How Can I Efficiently Count Data Occurrences in SQL with Multiple Conditions?
Efficient SQL condition counting method
In SQL, there are many ways to group and count the occurrences of data according to a specific column. In PostgreSQL, the most straightforward way is to use a CASE expression, as shown in the example query. However, this approach can become cumbersome when dealing with a large number of possible values.
PostgreSQL 9.4 and later provides a more optimized and flexible method: the FILTER
aggregation option. The FILTER
clause allows you to apply additional conditions to an aggregate function, counting only specific values that match a specific condition.
SELECT category , count(*) FILTER (WHERE question1 = 0) AS zero , count(*) FILTER (WHERE question1 = 1) AS one , count(*) FILTER (WHERE question1 = 2) AS two FROM reviews GROUP BY 1;
This query effectively counts the occurrences of zero, one, and two in the question1 column, grouped by the category column.
For further optimization, the following short version can be used:
SELECT category , count(question1 = 0 OR NULL) AS zero , count(question1 = 1 OR NULL) AS one , count(question1 = 2 OR NULL) AS two FROM reviews GROUP BY 1;
For complex scenarios involving multiple conditions or a large number of options, the crosstab()

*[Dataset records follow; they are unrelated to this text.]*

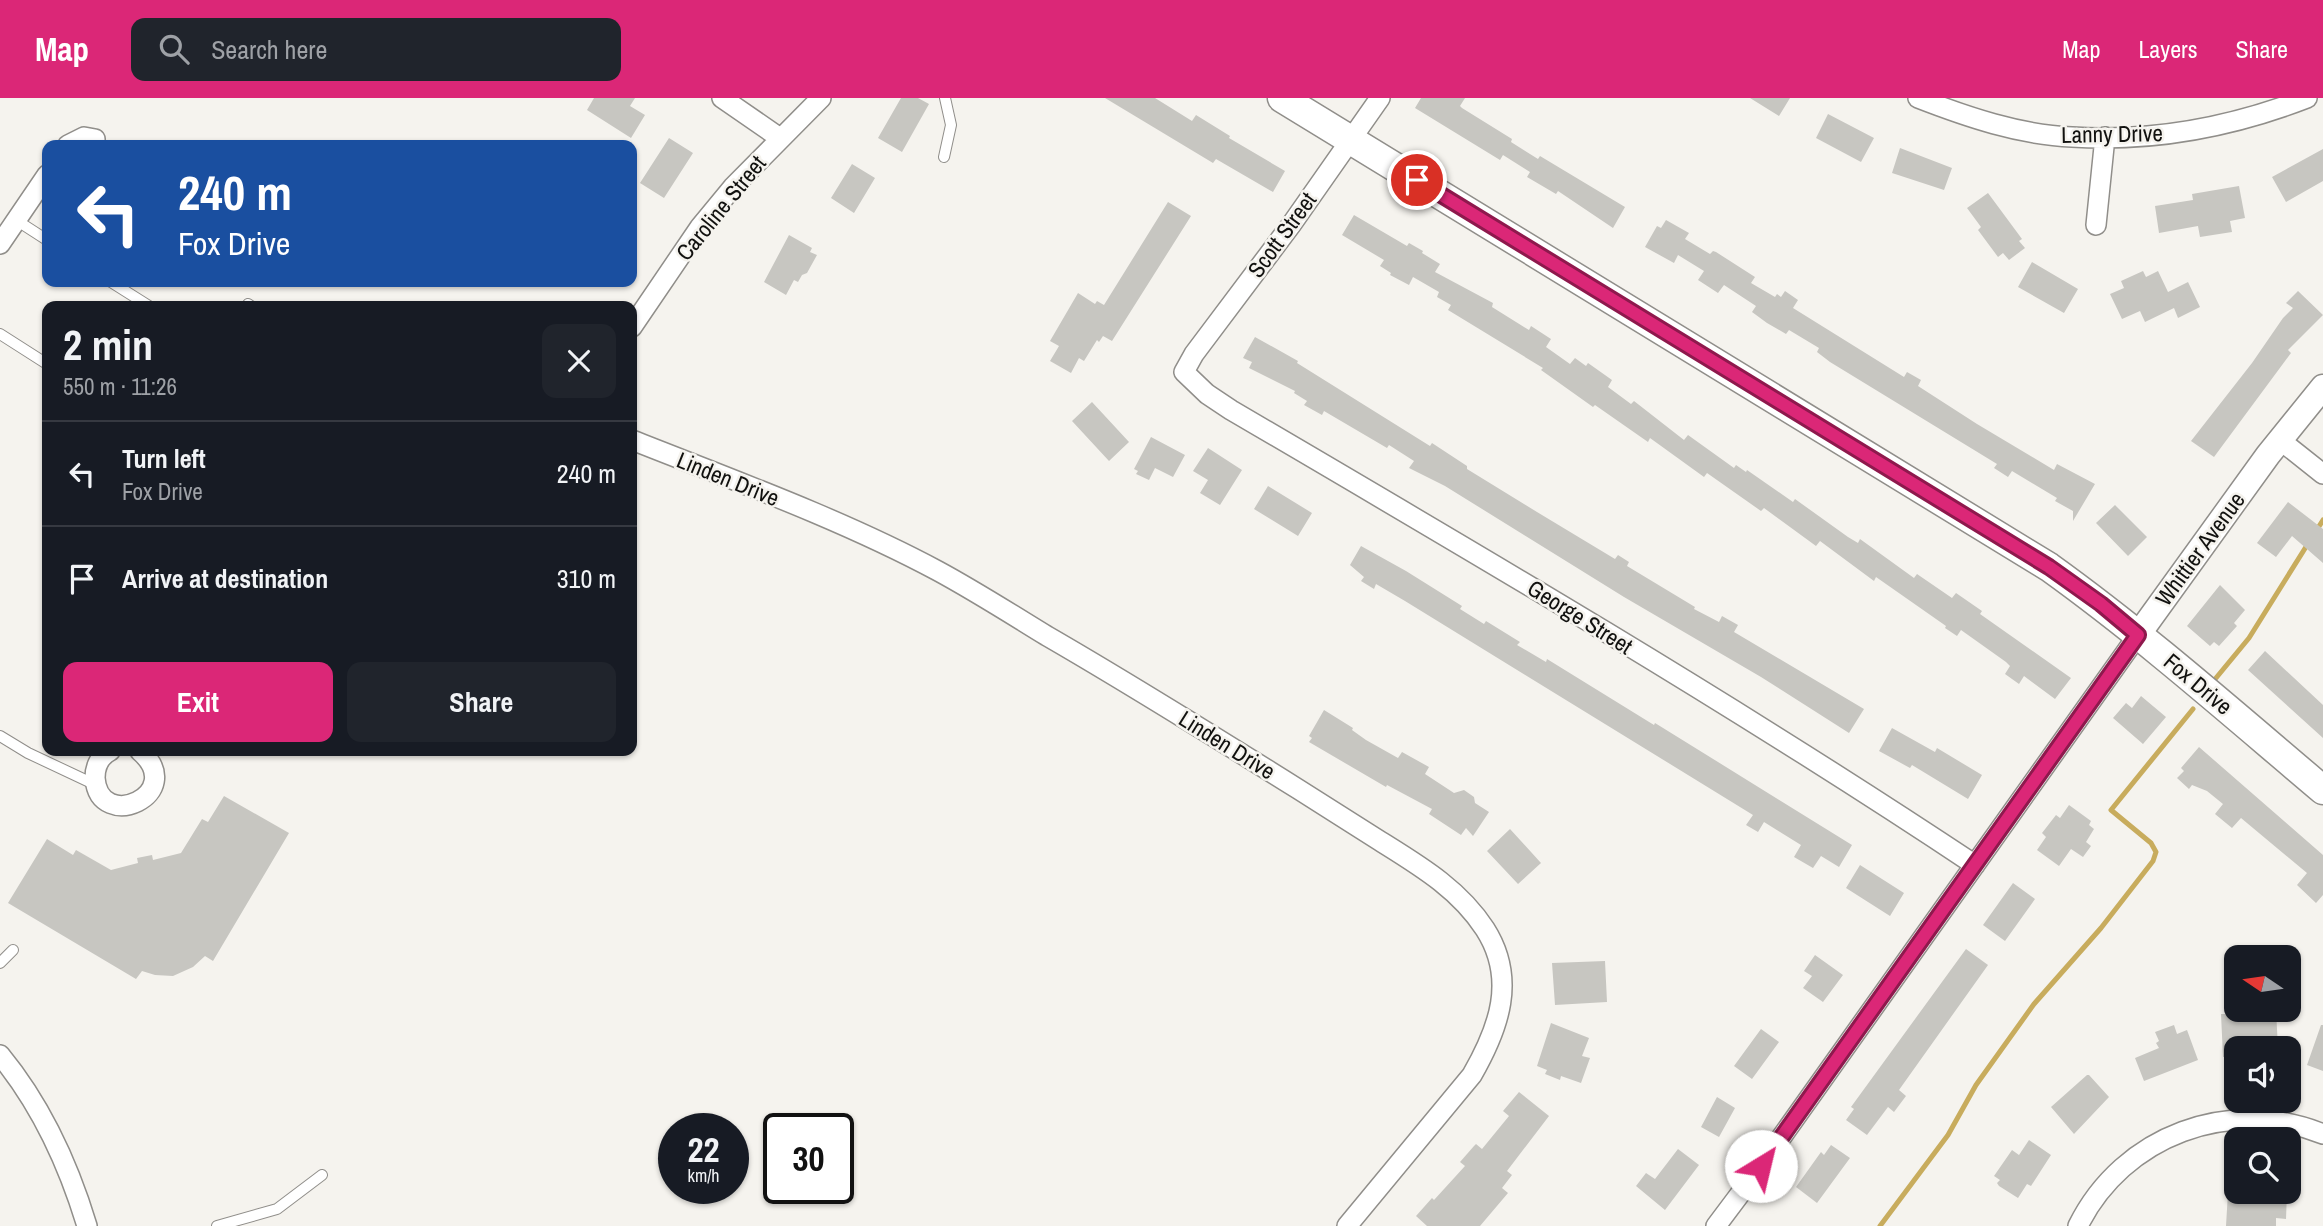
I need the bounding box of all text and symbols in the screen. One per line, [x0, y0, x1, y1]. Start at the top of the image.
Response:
search box [131, 18, 621, 81]
text: Map [35, 27, 89, 71]
icon: search [155, 30, 193, 68]
text: Search here [211, 32, 327, 67]
text: Map [2062, 33, 2100, 65]
text: Layers [2138, 33, 2197, 65]
text: Share [2235, 33, 2288, 65]
street label: Lanny Drive [2061, 117, 2163, 150]
street label: Caroline Street [669, 149, 773, 267]
pin [1387, 150, 1447, 210]
text: 240 m [178, 159, 292, 225]
icon: arrive [1398, 161, 1436, 199]
icon: left [63, 168, 154, 259]
street label: Scott Street [1240, 186, 1323, 284]
text: Fox Drive [178, 222, 290, 265]
text: 2 min [63, 317, 153, 373]
button: close [542, 324, 616, 398]
text: 550 m · 11:26 [63, 371, 177, 402]
text: Turn left [122, 441, 206, 476]
street label: Linden Drive [672, 444, 784, 513]
icon: left [63, 455, 101, 493]
text: 240 m [557, 456, 616, 491]
text: Fox Drive [122, 476, 203, 507]
street label: Whittier Avenue [2148, 485, 2251, 612]
icon: arrive [63, 560, 101, 598]
text: Arrive at destination [122, 561, 328, 596]
text: 310 m [557, 561, 616, 596]
street label: George Street [1522, 572, 1639, 661]
street label: Fox Drive [2157, 646, 2239, 721]
button: Exit [63, 662, 333, 742]
button: Share [347, 662, 616, 742]
street label: Linden Drive [1173, 703, 1281, 786]
north arrow [2224, 945, 2301, 1022]
map controls [2224, 945, 2301, 1204]
button: sound [2224, 1036, 2301, 1113]
speed limit sign: 30 [763, 1113, 854, 1204]
text: 22 [688, 1126, 719, 1173]
button: search [2224, 1127, 2301, 1204]
position arrow [1724, 1129, 1798, 1203]
text: km/h [688, 1163, 720, 1188]

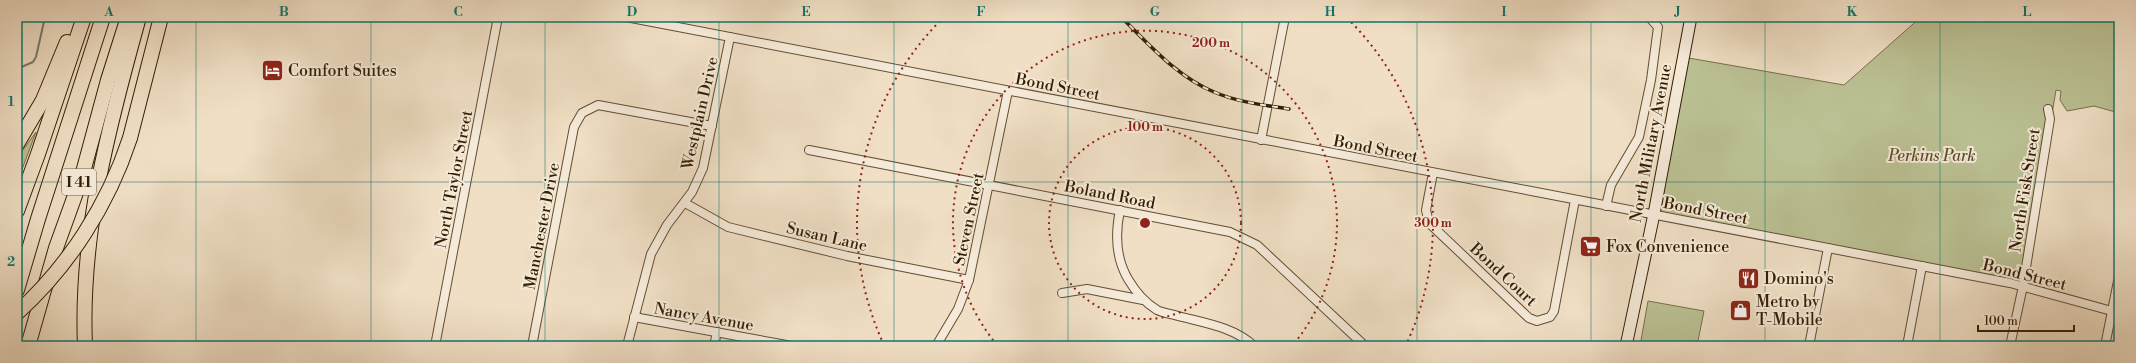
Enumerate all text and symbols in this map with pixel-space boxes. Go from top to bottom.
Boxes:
text: A [103,4,114,20]
text: B [279,4,289,20]
text: C [453,4,463,20]
text: D [627,4,637,20]
text: E [801,4,811,20]
text: F [976,4,986,20]
text: G [1150,4,1161,20]
text: H [1325,4,1336,20]
text: I [1501,4,1507,20]
text: J [1673,4,1681,20]
text: K [1847,4,1858,20]
text: L [2023,4,2032,20]
text: 200 m [1192,36,1230,51]
street label: Westplain Drive [677,55,723,173]
hotel icon: Comfort Suites [259,57,285,83]
place label: Comfort Suites [288,61,397,81]
street label: North Military Avenue [1626,62,1676,224]
street label: Bond Street [1013,69,1102,105]
text: 1 [8,94,15,110]
street label: North Taylor Street [431,108,477,250]
text: 100 m [1127,120,1163,135]
street label: North Fisk Street [2005,127,2045,253]
street label: Bond Street [1331,131,1420,167]
park label: Perkins Park [1887,146,1976,166]
street label: Manchester Drive [520,161,564,291]
road number: I 41 [62,169,96,195]
street label: Steven Street [949,170,989,268]
street label: Boland Road [1062,176,1157,214]
street label: Bond Street [1661,193,1750,229]
centre of rings [1138,216,1152,230]
text: 300 m [1414,216,1452,231]
street label: Susan Lane [784,218,869,256]
supermarket icon: Fox Convenience [1578,233,1604,259]
place label: Fox Convenience [1606,237,1729,257]
street label: Bond Court [1465,238,1541,311]
text: 2 [7,254,15,270]
street label: Bond Street [1980,255,2069,295]
restaurant icon: Domino's [1735,265,1761,291]
place label: Domino's [1764,269,1834,289]
place label: Metro by T-Mobile [1756,292,1823,330]
shop icon: Metro by T-Mobile [1727,297,1753,323]
street label: Nancy Avenue [652,298,755,336]
scale bar [1978,307,2074,333]
text: 100 m [1984,314,2018,329]

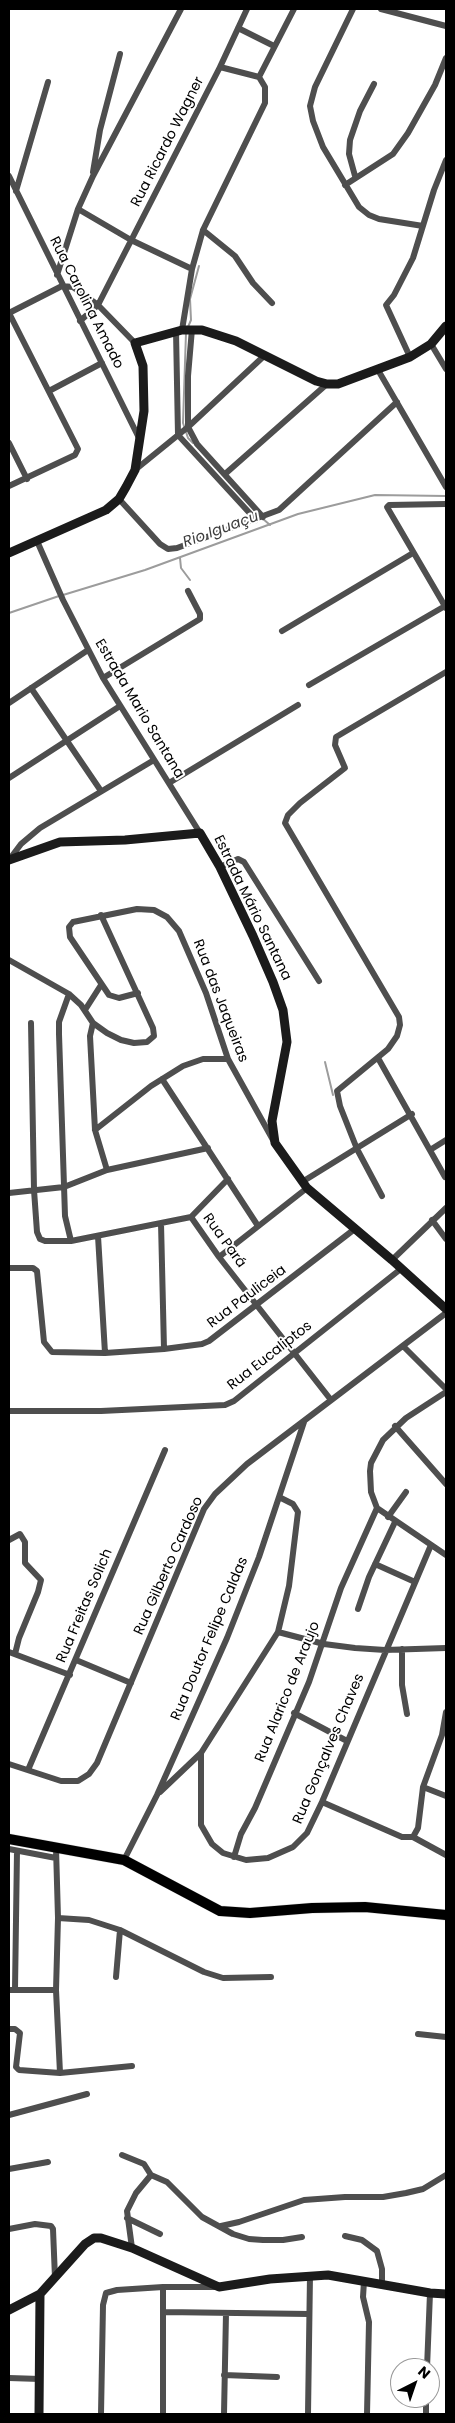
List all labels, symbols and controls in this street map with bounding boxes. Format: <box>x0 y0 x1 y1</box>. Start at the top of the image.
street label: Rua Ricardo Wagner <box>128 74 208 210</box>
street label: Rua Carolina Amado <box>45 234 127 372</box>
water label: Rio Iguaçu <box>181 508 261 552</box>
street label: Estrada Mario Santana <box>91 636 187 782</box>
street label: Estrada Mário Santana <box>210 833 294 983</box>
street label: Rua das Jaqueiras <box>189 937 251 1065</box>
street label: Rua Pará <box>199 1211 249 1271</box>
street label: Rua Pauliceia <box>204 1262 290 1332</box>
street label: Rua Eucaliptos <box>224 1318 316 1394</box>
street label: Rua Gilberto Cardoso <box>131 1494 207 1638</box>
street label: Rua Freitas Solich <box>53 1546 117 1666</box>
street label: Rua Doutor Felipe Caldas <box>168 1555 252 1723</box>
street label: Rua Alarico de Araujo <box>252 1619 324 1765</box>
street label: Rua Gonçalves Chaves <box>290 1671 368 1827</box>
north arrow <box>390 2358 440 2408</box>
text: N <box>414 2361 435 2383</box>

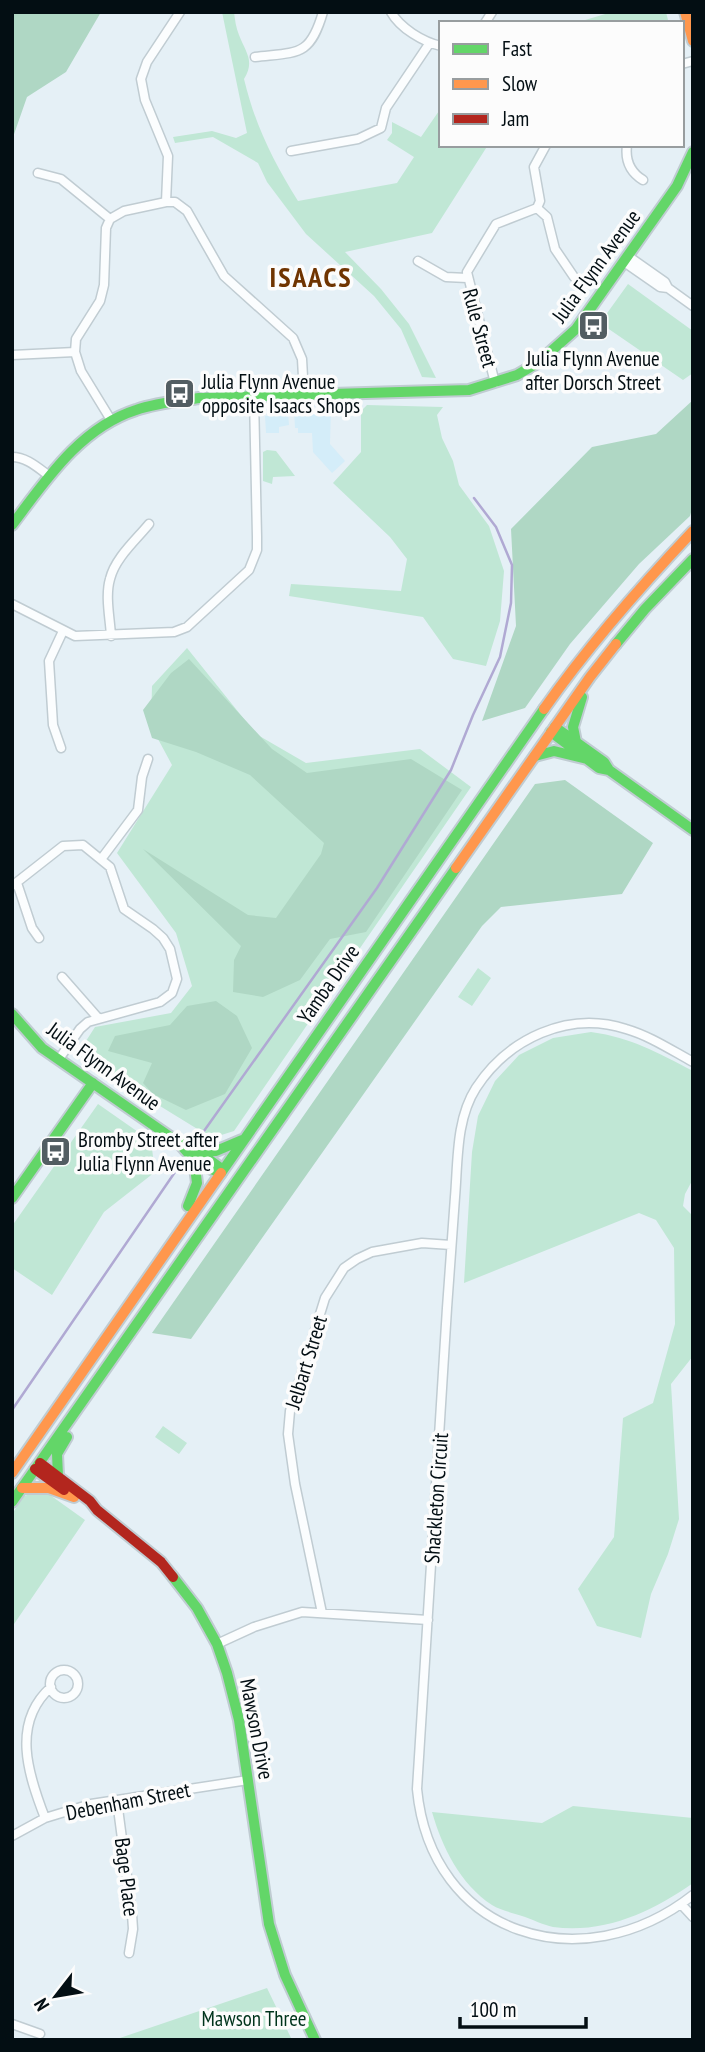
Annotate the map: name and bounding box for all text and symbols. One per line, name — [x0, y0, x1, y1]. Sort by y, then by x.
legend — [439, 21, 684, 147]
text: Fast — [502, 35, 532, 62]
text: Slow — [502, 70, 538, 97]
text: Jam — [501, 105, 529, 132]
street label: Julia Flynn Avenue — [545, 204, 646, 329]
district label: ISAACS — [269, 258, 353, 295]
street label: Rule Street — [457, 286, 504, 371]
bus stop icon: Julia Flynn Avenue after Dorsch Street — [576, 309, 610, 343]
place label: Julia Flynn Avenue after Dorsch Street — [525, 345, 661, 396]
place label: Julia Flynn Avenue opposite Isaacs Shops — [201, 368, 360, 419]
bus stop icon: Julia Flynn Avenue opposite Isaacs Shops — [162, 376, 196, 410]
street label: Yamba Drive — [291, 939, 365, 1029]
street label: Julia Flynn Avenue — [41, 1015, 166, 1116]
place label: Bromby Street after Julia Flynn Avenue — [77, 1126, 219, 1177]
bus stop icon: Bromby Street after Julia Flynn Avenue — [38, 1134, 72, 1168]
street label: Jelbart Street — [279, 1312, 333, 1413]
street label: Shackleton Circuit — [418, 1431, 454, 1564]
street label: Mawson Drive — [234, 1676, 280, 1782]
street label: Debenham Street — [64, 1776, 193, 1826]
street label: Bage Place — [109, 1836, 145, 1918]
north arrow — [21, 1961, 91, 2031]
scale bar — [460, 1986, 586, 2030]
text: N — [28, 1994, 54, 2015]
text: 100 m — [470, 1996, 516, 2023]
park label: Mawson Three — [201, 2005, 307, 2032]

function provides excellent performance and simplicity:
SELECT * FROM crosstab( 'SELECT category, question1, count(*) AS ct FROM reviews GROUP BY 1, 2 ORDER BY 1, 2' , 'VALUES (0), (1), (2)' ) AS ct (category text, zero int, one int, two int);
This crosstab
query produces a result set containing all required counts, presented as named columns for easy access and analysis.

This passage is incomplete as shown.